With respect to distributions that can be made at a "specified time," the Conference Report states that only a specified date, and not an event, can qualify as a specified time under Section 409A. This clarification in the legislative history is restrictive and will reduce distribution flexibility under current constructive receipt principles. For example, distribution of a fixed-dollar amount to a participant upon the participant’s child entering college would not qualify as a distribution at a "specified time." Instead, a participant would need to designate the exact time for the distribution when making the deferral election in order to access plan benefits under this rule.

Distributions on account of a change of control will only be permissible under Section 409A to the extent allowed by the Treasury Department. It appears there is concern certain types of corporate transactions provide executives with too much control over triggering payment of their nonqualified deferred compensation. The Conference Report provides that the change of control definition for Section 409A shall be "similar" to the change of control definition used for golden parachutes under Section 280G of the Code, but more "restrictive." The JOBS bill requires the Treasury Department to issue guidance on what constitutes a change of control for purposes of Section 409A 90 days after its enactment.

The term "unforeseeable emergency" is defined in Section 409A to mean a severe financial hardship to the employee resulting from illness or accident of a participant (and certain family members), loss of the participant’s property due to casualty or "other extraordinary and unforeseeable circumstances arising as a result of events beyond the control of the participant." The amount of the distribution may not exceed the amount necessary to satisfy such an emergency plus amounts necessary to pay taxes reasonably anticipated as a result of the distribution, after taking into account the extent to which such hardship is or may be relived through reimbursement or compensation through insurance or by liquidation of the participant’s assets.

Section 409A does not expressly allow for payment of nonqualified deferred compensation upon a plan termination (as is the case with Section 401(k) plans under Section 401(k)(10) of the Code).
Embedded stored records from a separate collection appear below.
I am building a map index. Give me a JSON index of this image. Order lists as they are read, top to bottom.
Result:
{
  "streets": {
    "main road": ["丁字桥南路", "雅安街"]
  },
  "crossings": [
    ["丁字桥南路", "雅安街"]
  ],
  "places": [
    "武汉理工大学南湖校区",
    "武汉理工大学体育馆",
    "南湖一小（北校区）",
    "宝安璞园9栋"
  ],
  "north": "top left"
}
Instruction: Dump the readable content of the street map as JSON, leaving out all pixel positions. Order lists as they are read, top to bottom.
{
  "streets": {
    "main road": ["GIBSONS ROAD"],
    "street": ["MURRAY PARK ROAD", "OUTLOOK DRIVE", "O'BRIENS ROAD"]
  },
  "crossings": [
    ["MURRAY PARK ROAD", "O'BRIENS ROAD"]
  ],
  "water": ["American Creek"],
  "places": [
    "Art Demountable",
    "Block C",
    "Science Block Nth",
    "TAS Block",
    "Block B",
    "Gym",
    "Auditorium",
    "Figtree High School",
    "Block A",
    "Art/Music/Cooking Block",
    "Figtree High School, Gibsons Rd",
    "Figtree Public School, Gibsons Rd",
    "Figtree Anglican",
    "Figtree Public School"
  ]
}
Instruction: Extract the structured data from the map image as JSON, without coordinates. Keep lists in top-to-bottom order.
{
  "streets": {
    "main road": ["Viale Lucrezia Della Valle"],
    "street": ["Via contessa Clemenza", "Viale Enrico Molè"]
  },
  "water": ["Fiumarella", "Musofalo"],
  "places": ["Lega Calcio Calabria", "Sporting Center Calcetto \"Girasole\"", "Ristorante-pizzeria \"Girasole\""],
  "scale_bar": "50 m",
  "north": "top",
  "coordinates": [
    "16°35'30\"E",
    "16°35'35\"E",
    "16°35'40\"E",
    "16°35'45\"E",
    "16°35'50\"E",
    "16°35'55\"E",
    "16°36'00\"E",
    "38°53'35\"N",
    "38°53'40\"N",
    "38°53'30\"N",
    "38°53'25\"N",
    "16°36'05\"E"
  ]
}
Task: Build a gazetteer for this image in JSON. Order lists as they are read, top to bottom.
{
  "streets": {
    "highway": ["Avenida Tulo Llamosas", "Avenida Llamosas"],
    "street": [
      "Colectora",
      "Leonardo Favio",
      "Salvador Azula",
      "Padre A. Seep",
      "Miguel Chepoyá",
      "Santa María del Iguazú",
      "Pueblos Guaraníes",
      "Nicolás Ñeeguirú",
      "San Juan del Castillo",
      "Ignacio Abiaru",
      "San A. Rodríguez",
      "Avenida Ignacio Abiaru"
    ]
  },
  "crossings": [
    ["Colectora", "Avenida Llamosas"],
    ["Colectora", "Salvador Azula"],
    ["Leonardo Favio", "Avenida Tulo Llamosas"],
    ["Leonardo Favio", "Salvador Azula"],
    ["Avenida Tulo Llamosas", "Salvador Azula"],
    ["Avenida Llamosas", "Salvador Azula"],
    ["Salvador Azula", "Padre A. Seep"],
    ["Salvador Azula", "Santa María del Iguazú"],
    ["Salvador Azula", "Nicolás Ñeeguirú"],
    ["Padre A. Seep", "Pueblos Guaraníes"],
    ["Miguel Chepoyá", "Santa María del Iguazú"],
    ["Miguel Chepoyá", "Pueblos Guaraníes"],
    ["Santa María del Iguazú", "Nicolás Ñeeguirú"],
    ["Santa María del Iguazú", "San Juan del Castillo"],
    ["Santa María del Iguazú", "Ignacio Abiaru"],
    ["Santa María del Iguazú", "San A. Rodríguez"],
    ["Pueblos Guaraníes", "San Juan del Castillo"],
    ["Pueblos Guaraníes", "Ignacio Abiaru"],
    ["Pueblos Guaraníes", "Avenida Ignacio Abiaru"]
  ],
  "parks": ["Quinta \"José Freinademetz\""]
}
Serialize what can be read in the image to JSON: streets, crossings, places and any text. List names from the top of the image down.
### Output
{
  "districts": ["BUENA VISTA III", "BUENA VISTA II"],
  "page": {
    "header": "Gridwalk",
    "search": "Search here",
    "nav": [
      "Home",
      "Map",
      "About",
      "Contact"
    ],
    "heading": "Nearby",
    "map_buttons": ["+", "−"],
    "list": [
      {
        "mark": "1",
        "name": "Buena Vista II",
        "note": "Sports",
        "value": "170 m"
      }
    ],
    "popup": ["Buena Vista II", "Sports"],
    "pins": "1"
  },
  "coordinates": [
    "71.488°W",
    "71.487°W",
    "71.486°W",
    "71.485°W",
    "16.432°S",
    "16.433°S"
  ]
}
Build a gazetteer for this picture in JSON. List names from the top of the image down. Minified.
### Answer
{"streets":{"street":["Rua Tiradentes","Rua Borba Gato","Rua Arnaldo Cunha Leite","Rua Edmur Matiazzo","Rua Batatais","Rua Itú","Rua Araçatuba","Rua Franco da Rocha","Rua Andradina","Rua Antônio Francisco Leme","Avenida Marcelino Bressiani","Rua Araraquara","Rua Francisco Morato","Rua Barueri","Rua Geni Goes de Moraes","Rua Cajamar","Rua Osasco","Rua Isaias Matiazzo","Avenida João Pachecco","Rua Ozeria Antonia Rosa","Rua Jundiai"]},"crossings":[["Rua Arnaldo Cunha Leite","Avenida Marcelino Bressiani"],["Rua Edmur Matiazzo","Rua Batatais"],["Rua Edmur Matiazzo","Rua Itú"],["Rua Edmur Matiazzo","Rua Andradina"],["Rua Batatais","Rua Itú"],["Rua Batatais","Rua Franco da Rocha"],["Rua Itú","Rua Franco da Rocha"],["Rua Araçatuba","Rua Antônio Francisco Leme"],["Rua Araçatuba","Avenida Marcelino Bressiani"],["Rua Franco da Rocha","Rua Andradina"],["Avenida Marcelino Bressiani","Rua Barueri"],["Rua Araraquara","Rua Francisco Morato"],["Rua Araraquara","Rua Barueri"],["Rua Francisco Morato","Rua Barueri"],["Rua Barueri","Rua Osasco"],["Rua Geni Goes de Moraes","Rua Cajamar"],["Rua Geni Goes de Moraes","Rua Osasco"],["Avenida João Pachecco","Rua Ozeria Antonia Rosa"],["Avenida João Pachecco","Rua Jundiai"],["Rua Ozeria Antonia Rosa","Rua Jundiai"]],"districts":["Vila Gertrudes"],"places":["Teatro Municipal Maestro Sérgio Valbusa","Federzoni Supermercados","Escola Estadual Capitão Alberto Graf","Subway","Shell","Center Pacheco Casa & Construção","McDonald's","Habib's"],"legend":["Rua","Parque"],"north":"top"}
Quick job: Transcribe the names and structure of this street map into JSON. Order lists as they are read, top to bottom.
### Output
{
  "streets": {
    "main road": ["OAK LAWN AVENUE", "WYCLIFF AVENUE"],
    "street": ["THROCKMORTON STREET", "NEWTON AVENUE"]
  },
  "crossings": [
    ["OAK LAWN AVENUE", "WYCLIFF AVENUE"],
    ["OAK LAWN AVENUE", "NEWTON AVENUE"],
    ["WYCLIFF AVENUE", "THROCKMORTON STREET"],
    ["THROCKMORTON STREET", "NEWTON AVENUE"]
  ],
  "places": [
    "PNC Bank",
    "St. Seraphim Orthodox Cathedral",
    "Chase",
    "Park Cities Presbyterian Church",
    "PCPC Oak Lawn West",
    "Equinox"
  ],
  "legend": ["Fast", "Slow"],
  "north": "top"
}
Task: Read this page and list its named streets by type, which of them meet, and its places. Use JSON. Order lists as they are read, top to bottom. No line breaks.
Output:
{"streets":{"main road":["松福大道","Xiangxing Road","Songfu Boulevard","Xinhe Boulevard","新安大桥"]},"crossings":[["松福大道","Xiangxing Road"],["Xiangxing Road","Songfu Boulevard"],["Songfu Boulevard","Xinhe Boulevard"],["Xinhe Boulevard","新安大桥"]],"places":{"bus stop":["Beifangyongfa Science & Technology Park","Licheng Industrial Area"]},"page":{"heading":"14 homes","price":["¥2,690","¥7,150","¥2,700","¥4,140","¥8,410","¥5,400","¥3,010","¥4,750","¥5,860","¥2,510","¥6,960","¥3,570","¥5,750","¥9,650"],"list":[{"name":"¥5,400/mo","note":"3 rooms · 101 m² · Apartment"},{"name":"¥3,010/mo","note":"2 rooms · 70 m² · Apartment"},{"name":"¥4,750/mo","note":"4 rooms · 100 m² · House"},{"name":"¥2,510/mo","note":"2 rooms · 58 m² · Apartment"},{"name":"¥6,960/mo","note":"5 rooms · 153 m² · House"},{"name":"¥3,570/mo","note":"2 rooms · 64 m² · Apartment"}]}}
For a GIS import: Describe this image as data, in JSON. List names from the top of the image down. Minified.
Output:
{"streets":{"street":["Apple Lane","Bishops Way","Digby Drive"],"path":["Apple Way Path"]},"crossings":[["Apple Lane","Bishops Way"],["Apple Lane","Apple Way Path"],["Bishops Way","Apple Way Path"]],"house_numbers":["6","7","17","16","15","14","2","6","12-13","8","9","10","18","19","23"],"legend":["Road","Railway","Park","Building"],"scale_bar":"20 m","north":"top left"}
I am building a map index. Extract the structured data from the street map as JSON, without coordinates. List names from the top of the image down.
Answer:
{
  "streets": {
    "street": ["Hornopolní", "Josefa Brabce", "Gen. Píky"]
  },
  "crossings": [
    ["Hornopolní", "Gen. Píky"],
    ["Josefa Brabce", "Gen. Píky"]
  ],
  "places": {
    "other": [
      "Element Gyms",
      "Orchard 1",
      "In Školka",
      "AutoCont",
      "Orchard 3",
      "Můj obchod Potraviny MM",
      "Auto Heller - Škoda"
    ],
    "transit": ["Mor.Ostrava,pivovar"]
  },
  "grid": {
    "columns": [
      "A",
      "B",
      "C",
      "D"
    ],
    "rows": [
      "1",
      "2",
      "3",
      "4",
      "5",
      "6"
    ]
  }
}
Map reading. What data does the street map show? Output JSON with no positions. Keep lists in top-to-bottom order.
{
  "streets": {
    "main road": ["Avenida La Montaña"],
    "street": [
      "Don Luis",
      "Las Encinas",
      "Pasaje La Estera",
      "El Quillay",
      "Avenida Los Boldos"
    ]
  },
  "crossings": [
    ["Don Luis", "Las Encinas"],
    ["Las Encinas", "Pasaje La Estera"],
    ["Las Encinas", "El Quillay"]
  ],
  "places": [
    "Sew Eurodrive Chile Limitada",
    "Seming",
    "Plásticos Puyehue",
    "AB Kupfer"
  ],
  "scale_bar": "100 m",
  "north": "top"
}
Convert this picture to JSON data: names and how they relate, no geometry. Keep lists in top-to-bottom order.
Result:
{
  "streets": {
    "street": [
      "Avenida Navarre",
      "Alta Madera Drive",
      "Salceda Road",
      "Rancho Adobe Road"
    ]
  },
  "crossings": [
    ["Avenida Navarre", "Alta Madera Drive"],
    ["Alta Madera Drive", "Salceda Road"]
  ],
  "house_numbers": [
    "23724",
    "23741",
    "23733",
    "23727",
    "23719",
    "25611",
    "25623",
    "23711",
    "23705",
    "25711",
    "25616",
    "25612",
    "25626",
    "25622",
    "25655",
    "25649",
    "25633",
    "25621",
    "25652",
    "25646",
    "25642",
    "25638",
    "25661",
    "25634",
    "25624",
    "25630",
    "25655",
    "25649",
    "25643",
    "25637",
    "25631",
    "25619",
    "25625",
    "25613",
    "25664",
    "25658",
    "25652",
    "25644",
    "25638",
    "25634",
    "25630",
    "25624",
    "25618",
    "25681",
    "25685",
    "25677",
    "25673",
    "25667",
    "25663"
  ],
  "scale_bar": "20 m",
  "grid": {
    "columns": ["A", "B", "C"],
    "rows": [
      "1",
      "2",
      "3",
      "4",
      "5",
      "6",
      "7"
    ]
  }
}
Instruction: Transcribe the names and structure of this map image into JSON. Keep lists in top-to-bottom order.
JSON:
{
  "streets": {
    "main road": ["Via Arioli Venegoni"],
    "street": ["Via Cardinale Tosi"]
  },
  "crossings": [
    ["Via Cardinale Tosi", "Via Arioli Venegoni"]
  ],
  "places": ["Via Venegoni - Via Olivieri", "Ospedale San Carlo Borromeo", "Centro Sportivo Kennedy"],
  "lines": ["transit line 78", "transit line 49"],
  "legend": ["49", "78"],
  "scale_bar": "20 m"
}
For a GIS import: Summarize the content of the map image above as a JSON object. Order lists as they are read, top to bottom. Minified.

Nonqualified deferred compensation plans often provide for payment of benefits in a lump sum upon a plan termination. It is unclear whether this type of provision violates Section 409A. It remains to be seen whether and under what circumstances guidance will allow for payment of benefits in a lump sum or other accelerated form of payment upon a plan termination.

Few, if any, nonqualified deferred compensation plans will comply with all of these distribution requirements. For example, many plans will likely need to be amended to reflect the restrictive "separation from service" and "disability" definitions under Section 409A. Plans that define change of control broadly in a manner consistent with Section 280G will likely need to be amended in light of more restrictive rules to be issued by the Treasury Department. Employers will also need to remove plan provisions that allow for distributions upon an event elected in advance by a participant.

Accelerated Payments

Section 409A(a)(3) requires that a plan not permit the acceleration of the time or schedule of any payment, except as provided in regulations by the Treasury Department. This requirement prohibits the common practice of using so-called "haircuts" and one-year advance distribution elections. Haircut provisions allow a participant to receive a payment of vested deferred compensation at any time by paying a penalty, which was often 10 percent (but sometimes as low as 6 percent) of the participant’s then current account balance. One-year advance distribution elections allow a participant to receive an accelerated payment of vested deferred compensation without paying any penalty by electing payment at least one year in advance of the originally scheduled payment date.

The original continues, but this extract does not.